China Pushes One-Year Bill Yield to 14-Month High

Discussion in 'Economics' started by ASusilovic, Jan 19, 2010.

  1. Jan. 19 (Bloomberg) -- China’s central bank guided its benchmark one-year bill yield to the highest level in 14 months to curb record loan growth and prevent bubbles in the nation’s property and stock markets.

    The People’s Bank of China sold the bills at a rate of 1.9264 percent in open-market operations, according to data compiled by Bloomberg. The yield increased eight basis points, the same as last week, after five months during which the benchmark was held unchanged.

    The consecutive jumps in yields suggest central bank Governor Zhou Xiaochuan is gradually raising the cost of financing for lenders in the interbank market, even after three- month bill rates were left unchanged last week. The monetary authority on Jan. 12 also announced an increase to the amount of funds banks must set aside as reserves.

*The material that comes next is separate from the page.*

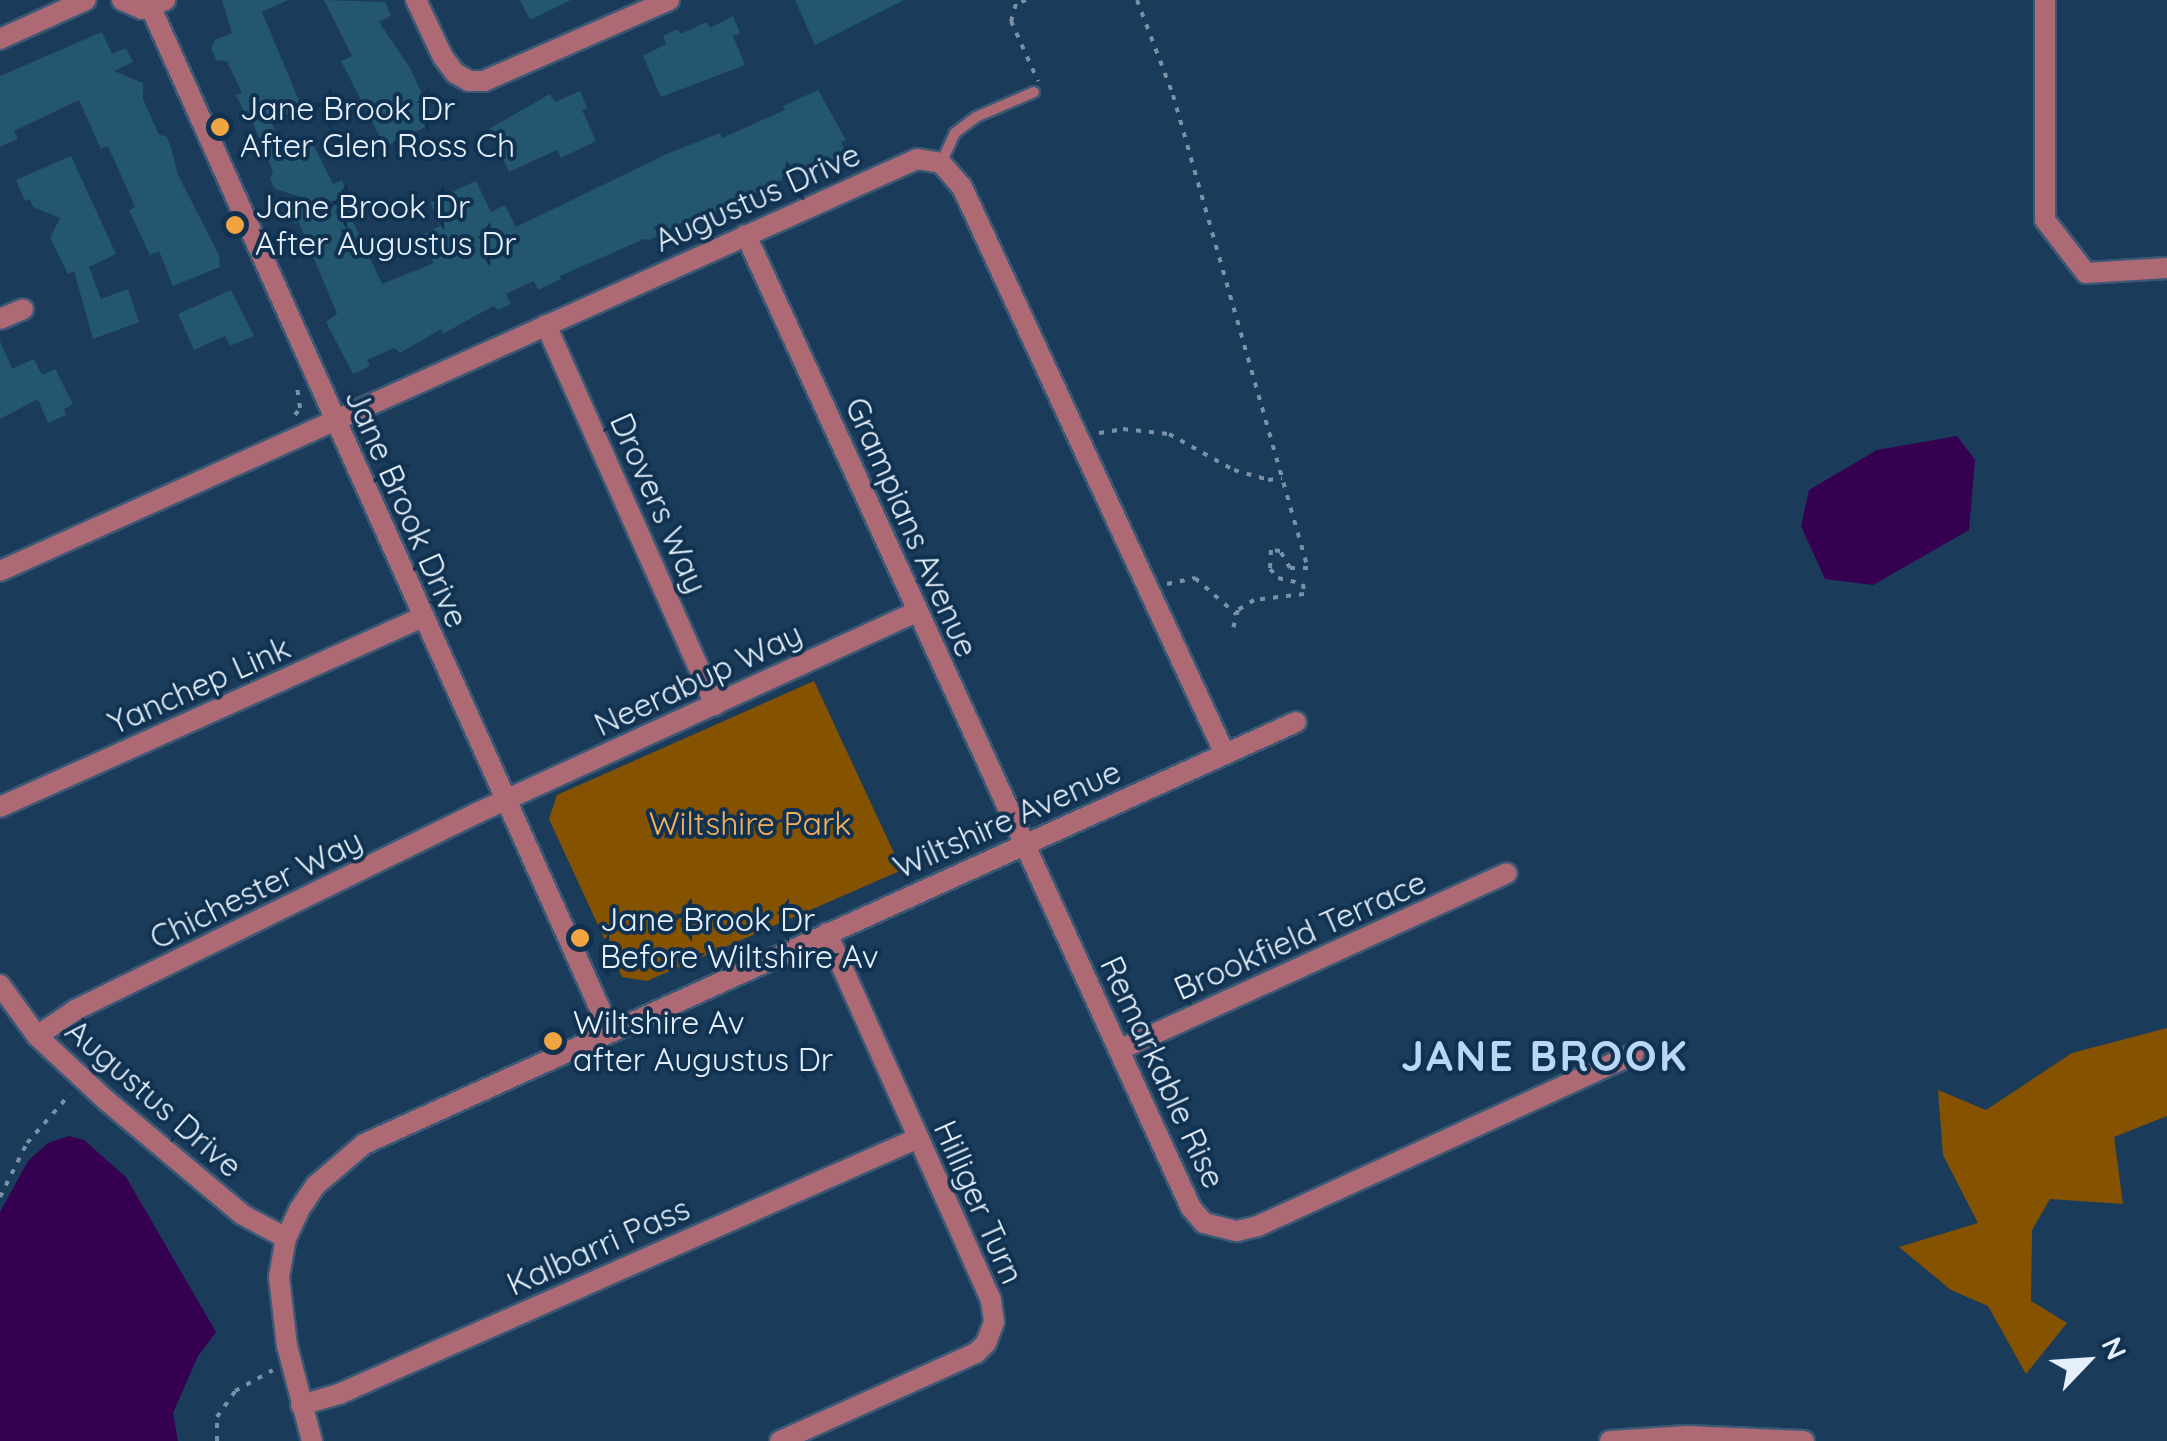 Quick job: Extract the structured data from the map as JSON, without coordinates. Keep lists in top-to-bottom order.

    “The PBOC will continue to drain cash from the market as banks still have sufficient funds,” said Dong Dezhi, a bond analyst with Bank of China Trading Center in Shanghai. “The yield will rise in the next two weeks to around 2 percent.”

    Government bonds declined. The yield on the 3.68 percent notes due November 2019 rose two basis points to 3.7 percent, according to the National Interbank Funding Center. The seven- day repurchase rate, which measures funding availability on the interbank market, fell four basis points to 1.35 percent as of 11:40 a.m. in Shanghai.